YOUR OBJECTIVE » From the entries below, gather each line containing the word "hidden".

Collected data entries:
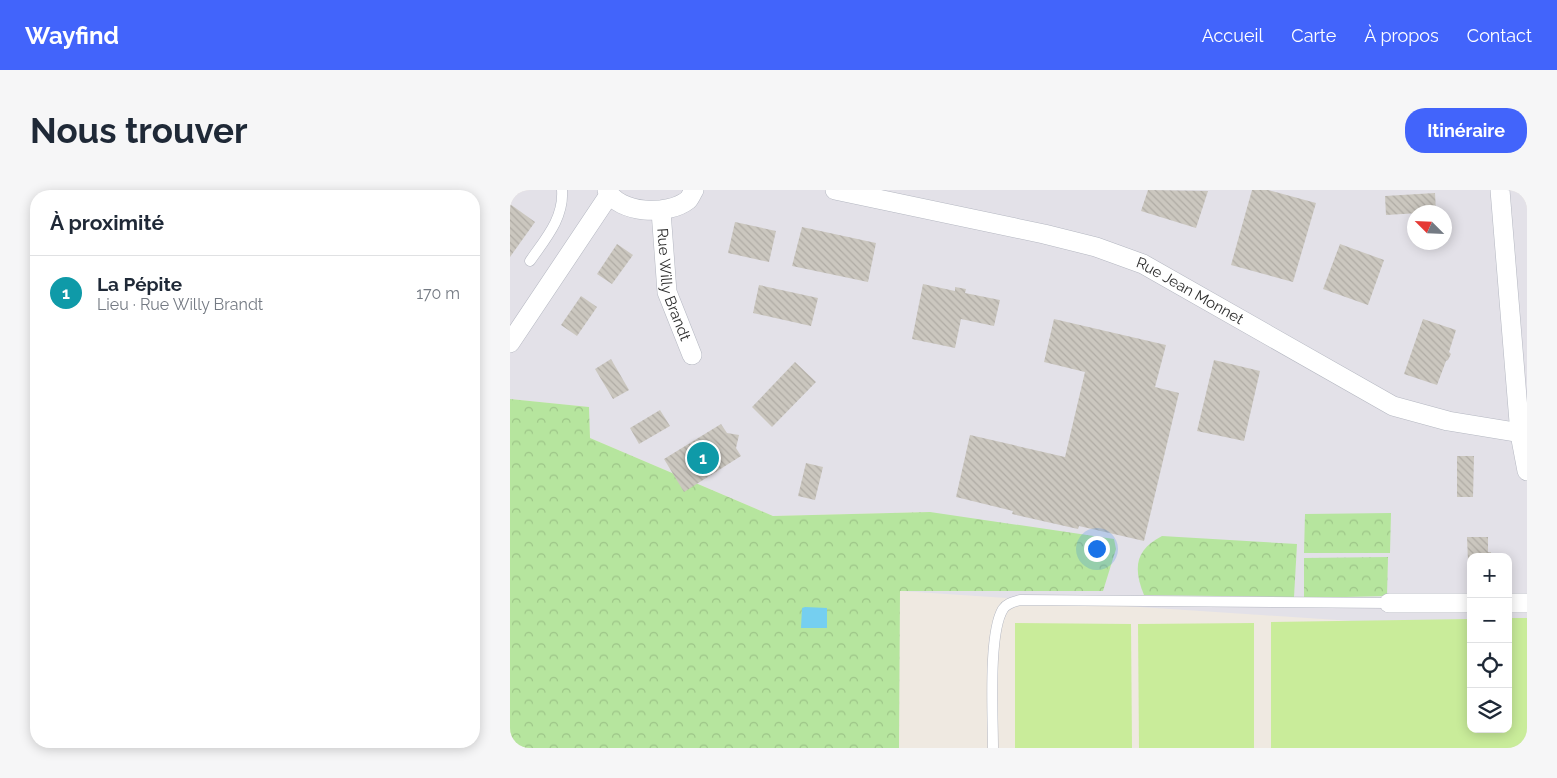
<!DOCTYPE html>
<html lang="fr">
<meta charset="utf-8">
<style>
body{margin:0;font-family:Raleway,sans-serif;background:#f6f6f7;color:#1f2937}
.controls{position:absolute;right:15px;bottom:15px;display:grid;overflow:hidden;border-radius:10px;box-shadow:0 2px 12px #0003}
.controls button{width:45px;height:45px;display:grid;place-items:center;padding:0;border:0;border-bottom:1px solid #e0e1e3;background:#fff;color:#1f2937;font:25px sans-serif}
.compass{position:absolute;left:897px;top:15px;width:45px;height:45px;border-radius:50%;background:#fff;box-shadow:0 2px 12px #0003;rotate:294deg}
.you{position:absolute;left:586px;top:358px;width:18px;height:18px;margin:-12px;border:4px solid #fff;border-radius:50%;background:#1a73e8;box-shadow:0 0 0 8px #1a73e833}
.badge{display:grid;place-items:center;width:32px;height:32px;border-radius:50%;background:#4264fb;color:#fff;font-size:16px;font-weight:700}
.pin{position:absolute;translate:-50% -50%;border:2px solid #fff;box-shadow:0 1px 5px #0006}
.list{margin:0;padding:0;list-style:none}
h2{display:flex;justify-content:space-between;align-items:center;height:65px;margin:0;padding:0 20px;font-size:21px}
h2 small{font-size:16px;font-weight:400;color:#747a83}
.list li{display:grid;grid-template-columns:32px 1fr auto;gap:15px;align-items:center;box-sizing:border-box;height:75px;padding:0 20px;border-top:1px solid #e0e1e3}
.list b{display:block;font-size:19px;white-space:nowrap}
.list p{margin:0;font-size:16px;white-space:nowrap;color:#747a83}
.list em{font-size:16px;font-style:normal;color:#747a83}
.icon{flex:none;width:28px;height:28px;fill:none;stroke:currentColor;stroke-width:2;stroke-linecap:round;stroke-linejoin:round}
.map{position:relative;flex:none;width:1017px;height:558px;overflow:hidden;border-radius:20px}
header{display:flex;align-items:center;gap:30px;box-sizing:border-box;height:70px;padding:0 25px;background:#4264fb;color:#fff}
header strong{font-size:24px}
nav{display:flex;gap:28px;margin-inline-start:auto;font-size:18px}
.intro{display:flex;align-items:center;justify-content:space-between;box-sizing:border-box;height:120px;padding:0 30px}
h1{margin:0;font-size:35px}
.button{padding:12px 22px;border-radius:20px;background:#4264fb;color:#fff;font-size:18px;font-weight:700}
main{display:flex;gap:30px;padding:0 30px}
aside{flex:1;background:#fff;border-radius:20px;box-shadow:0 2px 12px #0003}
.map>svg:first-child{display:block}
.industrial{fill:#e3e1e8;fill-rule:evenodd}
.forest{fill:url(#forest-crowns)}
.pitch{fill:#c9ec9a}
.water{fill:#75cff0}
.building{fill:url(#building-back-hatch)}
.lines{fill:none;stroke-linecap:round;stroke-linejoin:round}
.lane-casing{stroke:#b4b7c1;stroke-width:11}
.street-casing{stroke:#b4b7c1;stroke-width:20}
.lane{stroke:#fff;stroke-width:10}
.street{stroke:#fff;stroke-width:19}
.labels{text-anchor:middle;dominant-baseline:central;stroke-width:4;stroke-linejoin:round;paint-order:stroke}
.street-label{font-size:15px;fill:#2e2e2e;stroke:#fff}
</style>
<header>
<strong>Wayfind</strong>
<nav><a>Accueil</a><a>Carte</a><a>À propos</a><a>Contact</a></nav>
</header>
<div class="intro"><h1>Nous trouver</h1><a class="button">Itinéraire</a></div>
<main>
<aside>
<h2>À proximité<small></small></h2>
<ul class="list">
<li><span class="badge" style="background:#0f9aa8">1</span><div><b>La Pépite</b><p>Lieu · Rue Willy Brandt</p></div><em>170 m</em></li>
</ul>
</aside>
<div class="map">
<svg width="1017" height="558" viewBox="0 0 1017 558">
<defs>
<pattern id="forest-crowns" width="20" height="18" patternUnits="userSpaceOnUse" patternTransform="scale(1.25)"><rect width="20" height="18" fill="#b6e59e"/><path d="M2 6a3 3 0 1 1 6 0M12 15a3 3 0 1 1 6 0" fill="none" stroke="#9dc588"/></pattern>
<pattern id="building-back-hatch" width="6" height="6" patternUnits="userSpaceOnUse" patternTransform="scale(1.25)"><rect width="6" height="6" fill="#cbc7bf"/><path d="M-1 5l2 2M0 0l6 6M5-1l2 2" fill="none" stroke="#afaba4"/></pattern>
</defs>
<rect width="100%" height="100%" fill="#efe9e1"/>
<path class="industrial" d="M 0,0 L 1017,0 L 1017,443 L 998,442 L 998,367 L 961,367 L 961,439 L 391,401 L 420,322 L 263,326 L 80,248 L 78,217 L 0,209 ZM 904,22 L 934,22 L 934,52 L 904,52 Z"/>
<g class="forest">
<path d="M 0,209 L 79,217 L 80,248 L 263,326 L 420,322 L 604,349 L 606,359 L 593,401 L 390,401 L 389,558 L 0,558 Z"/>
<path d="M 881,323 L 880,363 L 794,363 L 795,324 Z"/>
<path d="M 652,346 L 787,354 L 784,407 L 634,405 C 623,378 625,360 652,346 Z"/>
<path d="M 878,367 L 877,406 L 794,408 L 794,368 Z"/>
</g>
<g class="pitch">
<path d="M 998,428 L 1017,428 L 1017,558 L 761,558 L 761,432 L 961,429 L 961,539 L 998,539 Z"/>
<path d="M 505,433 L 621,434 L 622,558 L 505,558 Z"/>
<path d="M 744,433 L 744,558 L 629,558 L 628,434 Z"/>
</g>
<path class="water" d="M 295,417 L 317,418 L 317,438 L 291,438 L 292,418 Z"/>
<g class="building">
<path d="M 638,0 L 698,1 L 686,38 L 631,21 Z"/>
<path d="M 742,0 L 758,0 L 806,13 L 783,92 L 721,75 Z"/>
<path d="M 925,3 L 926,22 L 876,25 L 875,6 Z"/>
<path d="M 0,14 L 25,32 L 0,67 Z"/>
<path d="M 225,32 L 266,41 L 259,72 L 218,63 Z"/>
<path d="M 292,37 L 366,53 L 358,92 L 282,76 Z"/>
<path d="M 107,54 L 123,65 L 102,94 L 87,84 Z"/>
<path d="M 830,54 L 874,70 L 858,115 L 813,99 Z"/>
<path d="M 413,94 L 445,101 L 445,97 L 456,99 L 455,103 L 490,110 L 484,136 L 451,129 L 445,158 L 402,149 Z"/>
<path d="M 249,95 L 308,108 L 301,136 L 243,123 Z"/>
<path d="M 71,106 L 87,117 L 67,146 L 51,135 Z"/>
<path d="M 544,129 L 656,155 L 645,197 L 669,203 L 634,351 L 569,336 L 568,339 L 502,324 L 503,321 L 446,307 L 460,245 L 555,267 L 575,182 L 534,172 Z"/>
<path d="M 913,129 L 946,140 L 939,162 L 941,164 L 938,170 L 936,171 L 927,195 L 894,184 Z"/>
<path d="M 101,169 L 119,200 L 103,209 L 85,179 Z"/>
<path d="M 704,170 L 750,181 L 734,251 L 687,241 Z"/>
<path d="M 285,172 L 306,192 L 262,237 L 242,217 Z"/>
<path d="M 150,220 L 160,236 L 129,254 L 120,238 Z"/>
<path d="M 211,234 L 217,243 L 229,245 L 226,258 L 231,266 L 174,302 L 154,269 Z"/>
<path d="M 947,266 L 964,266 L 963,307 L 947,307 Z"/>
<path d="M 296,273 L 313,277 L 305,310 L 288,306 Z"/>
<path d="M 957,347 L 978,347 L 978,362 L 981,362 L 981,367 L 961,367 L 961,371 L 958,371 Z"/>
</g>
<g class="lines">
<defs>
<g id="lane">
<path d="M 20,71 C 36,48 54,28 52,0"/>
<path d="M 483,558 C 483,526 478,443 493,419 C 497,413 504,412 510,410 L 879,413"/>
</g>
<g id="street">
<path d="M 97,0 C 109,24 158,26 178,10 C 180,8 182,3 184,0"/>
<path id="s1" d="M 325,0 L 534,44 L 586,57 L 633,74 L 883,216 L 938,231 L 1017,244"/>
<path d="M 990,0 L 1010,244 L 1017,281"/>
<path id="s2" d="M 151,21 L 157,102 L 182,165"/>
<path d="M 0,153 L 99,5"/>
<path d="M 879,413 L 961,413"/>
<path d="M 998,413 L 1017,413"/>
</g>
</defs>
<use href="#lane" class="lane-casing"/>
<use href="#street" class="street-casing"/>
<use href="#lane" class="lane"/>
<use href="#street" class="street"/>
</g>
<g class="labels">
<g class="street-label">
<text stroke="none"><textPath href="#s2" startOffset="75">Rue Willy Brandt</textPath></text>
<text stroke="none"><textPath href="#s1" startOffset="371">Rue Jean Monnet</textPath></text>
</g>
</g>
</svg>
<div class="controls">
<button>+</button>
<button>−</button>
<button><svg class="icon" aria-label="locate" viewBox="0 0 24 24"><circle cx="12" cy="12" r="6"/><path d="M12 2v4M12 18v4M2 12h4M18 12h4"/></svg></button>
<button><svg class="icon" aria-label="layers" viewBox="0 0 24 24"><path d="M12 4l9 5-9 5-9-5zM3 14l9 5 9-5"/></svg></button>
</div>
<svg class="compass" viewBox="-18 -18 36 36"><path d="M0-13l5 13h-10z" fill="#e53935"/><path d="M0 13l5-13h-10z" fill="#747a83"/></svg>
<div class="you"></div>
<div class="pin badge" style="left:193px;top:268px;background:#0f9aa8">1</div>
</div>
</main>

WRITTEN RESPONSE »
.controls{position:absolute;right:15px;bottom:15px;display:grid;overflow:hidden;border-radius:10px;box-shadow:0 2px 12px #0003}
.map{position:relative;flex:none;width:1017px;height:558px;overflow:hidden;border-radius:20px}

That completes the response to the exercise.